Two-Stage Plan for GC #72

Closed RossTate closed 2 years ago

RossTate commented 5 years ago

The GC extension has the tension that a good design will take a long time to develop and a quick design will impose backwards-compatibility constraints we will regret. Thanks to some productive prompting by Adam Klein, I had any idea for how to resolve this tension: explicitly design the MVP so that it can be easily compiled to the long-term solution, and explicitly design the MVP with the expectation that it will be phased out (using this compiler) once the long-term solution is available. Here's a rough sequence of events to illustrate what I mean:

  1. Design of Stage 1 GC extension
  2. Release of Stage 1 with notice that it will become deprecated
  3. Design of Stage 2 GC extension
  4. Implementation of Stage-1-to-Stage-2 compiler
  5. Release of Stage 2 with notice that Stage 1 is now deprecated but with hosts temporarily supporting Stage 1 by using the Stage-1-to-Stage-2 compiler
  6. Update of gc-wasm modules to Stage 2, either by directly compiling source code to Stage 2 (since this will enable far better performance and interop), or by simply using the Stage-1-to-Stage-2 compiler
  7. Remove support of Stage 1 from hosts

This will let us make a quick and dirty MVP without worrying about our decisions having unintended long-term consequences. In fact, I'd say what's already in the current GC proposal has the right ideas but is actually too complicated given this plan - I suspect we'd be able to strip out a bunch of features to get just the essentials for supporting typed GC languages (untyped GC languages will need lower-level features for good performance that the long-term proposal will provide). So I think this strategy would get us an MVP sooner and enable the long-term design to be better.
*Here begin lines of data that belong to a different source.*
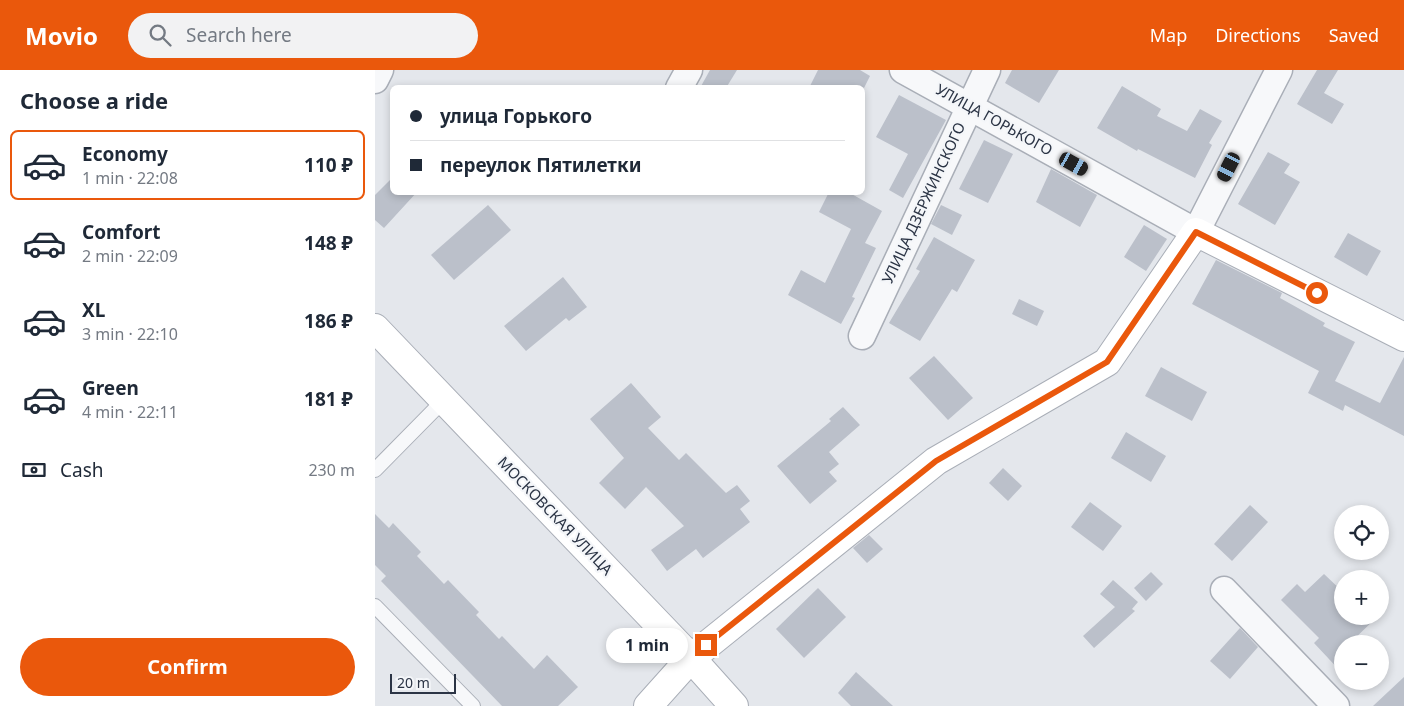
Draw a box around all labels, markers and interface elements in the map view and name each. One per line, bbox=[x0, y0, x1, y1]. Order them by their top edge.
search box bbox=[128, 13, 478, 58]
text: Movio bbox=[25, 19, 98, 52]
icon: search bbox=[146, 21, 174, 49]
text: Search here bbox=[186, 22, 292, 48]
text: Map bbox=[1150, 23, 1187, 47]
text: Directions bbox=[1215, 23, 1301, 47]
text: Saved bbox=[1329, 23, 1379, 47]
street label: УЛИЦА ГОРЬКОГО bbox=[933, 79, 1056, 159]
text: Choose a ride bbox=[20, 85, 168, 115]
text: улица Горького bbox=[440, 103, 592, 129]
street label: УЛИЦА ДЗЕРЖИНСКОГО bbox=[877, 119, 969, 287]
text: Economy bbox=[82, 141, 168, 167]
icon: car bbox=[22, 143, 67, 188]
car bbox=[1057, 150, 1090, 178]
car bbox=[1215, 150, 1242, 184]
text: 110 ₽ bbox=[304, 152, 353, 178]
text: переулок Пятилетки bbox=[440, 152, 641, 178]
text: 1 min · 22:08 bbox=[82, 167, 178, 189]
text: Comfort bbox=[82, 219, 161, 245]
icon: car bbox=[22, 221, 67, 266]
text: 148 ₽ bbox=[304, 230, 353, 256]
text: 2 min · 22:09 bbox=[82, 245, 178, 267]
route start bbox=[1306, 282, 1328, 304]
text: XL bbox=[82, 297, 105, 323]
icon: car bbox=[22, 299, 67, 344]
text: 186 ₽ bbox=[304, 308, 353, 334]
text: 3 min · 22:10 bbox=[82, 323, 178, 345]
text: Green bbox=[82, 375, 139, 401]
icon: car bbox=[22, 377, 67, 422]
text: 181 ₽ bbox=[304, 386, 353, 412]
text: 4 min · 22:11 bbox=[82, 401, 178, 423]
street label: МОСКОВСКАЯ УЛИЦА bbox=[494, 452, 618, 579]
icon: cash bbox=[20, 456, 48, 484]
text: Cash bbox=[60, 457, 104, 483]
text: 230 m bbox=[308, 459, 355, 481]
map controls bbox=[1334, 505, 1389, 690]
button: locate bbox=[1334, 505, 1389, 560]
button: + bbox=[1334, 570, 1389, 625]
callout: 1 min bbox=[606, 628, 689, 662]
text: 1 min bbox=[625, 634, 669, 656]
route end bbox=[695, 634, 717, 656]
button: − bbox=[1334, 635, 1389, 690]
button: Confirm bbox=[20, 638, 355, 696]
scale bar bbox=[390, 671, 456, 694]
text: 20 m bbox=[397, 673, 430, 692]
Questions? Clarifications? Thoughts? (I'm intentionally leaving conjectures about the specifics of the Stage 1 or 2 designs out of the discussion in order to focus on the high-level strategy for now - we can dive into the implications of this strategy on those designs later into the conversation when the appropriate time comes.)
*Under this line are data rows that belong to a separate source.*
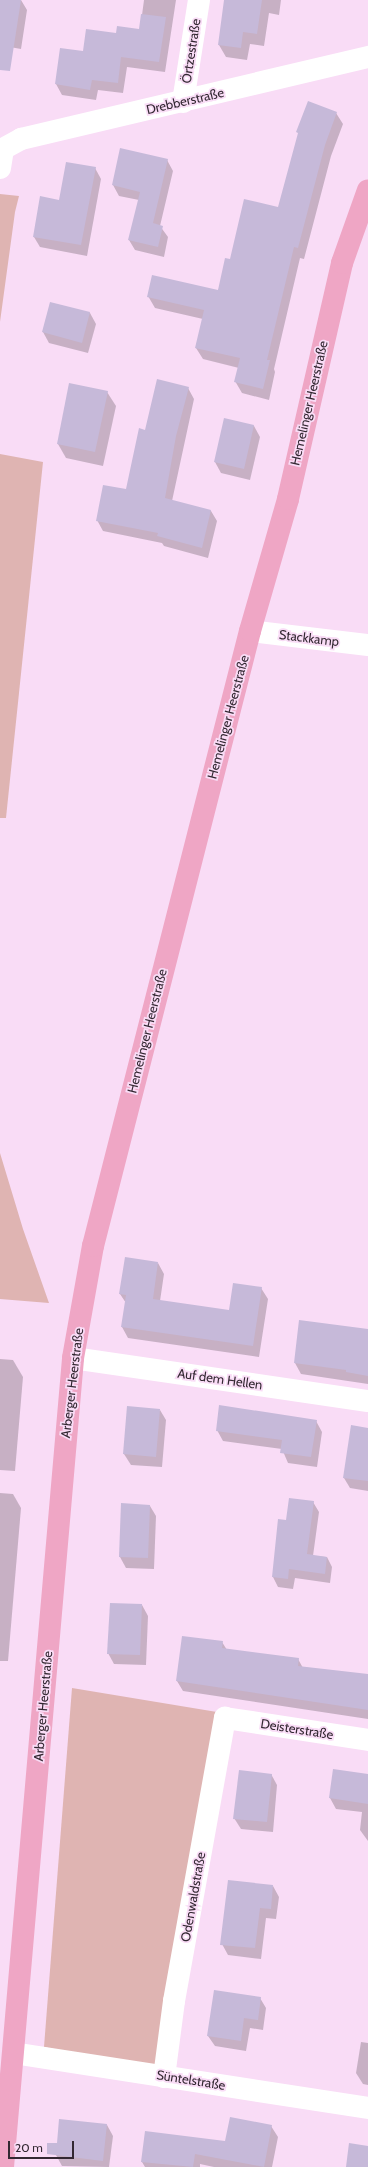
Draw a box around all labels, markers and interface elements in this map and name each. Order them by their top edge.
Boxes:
street label: Örtzestraße [178,18,204,84]
street label: Drebberstraße [145,84,225,118]
street label: Hemelinger Heerstraße [287,339,331,467]
street label: Stackkamp [278,627,340,649]
street label: Hemelinger Heerstraße [204,653,252,781]
street label: Hemelinger Heerstraße [124,967,170,1095]
street label: Arberger Heerstraße [58,1327,86,1439]
street label: Auf dem Hellen [176,1365,264,1393]
street label: Arberger Heerstraße [30,1650,56,1762]
street label: Deisterstraße [260,1716,334,1742]
street label: Odenwaldstraße [177,1851,209,1943]
street label: Süntelstraße [155,2067,227,2093]
scale bar [10,2133,76,2159]
text: 20 m [15,2140,43,2155]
rossberg commented 5 years ago

Hm, that already is our strategy of record. There is MVP.md, which is the attempt to compile exactly such a minimal feature set. It may be more complicated than you'd like (and honestly, then I'd like), but it is not clear what can be taken out without making it effectively useless. In fact, there is a lot of pressure to put in even more stuff.

I suspect we'd be able to strip out a bunch of features to get just the essentials for supporting typed GC languages

I am not aware of any feature included in MVP.md that is not gonna be needed even for strongly typed languages. Can you give some examples? For example, I would love to take out casts and thus the whole business of runtime types, but no relevant compiler will get far without such an escape hatch. (FWIW, the actual problem I see with the current RTT design is that it is too monolithic and high-level for Wasm and too biased towards a certain brand of languages. I think I know how a more low-level mechanism could replace it, but not without introducing existential types.)

RossTate commented 5 years ago

Hm, that already is our strategy of record.

Uhh, where is it stated that you plan on the MVP being no longer supported when v2 comes out? To be clear, I am explicitly stating that v1 should not be a sublanguage of v2. As I said, let's focus on the high-level strategy before going into details of design.

rossberg commented 5 years ago

Oh, okay, I missed that aspect of your suggestion.

The simple answer to that is the fundamental constraint of all Web evolution: Don't Break The Web. That is, you cannot ever remove features from the Web, because that breaks existing Web pages that may not be maintained anymore. So while we could go the route you suggest for experimental features (behind a flag), browsers would never want to officially ship stage 1. But then, what's the use?

RossTate commented 5 years ago

I'm not proposing a plan that will break the web. The final step can be ignored if it happens to be the case that a bunch of websites refuse to update to stage 2 even though they've been put on the slow path by sticking to stage 1. What's really important here is that the wasm engines can stop supporting stage 1.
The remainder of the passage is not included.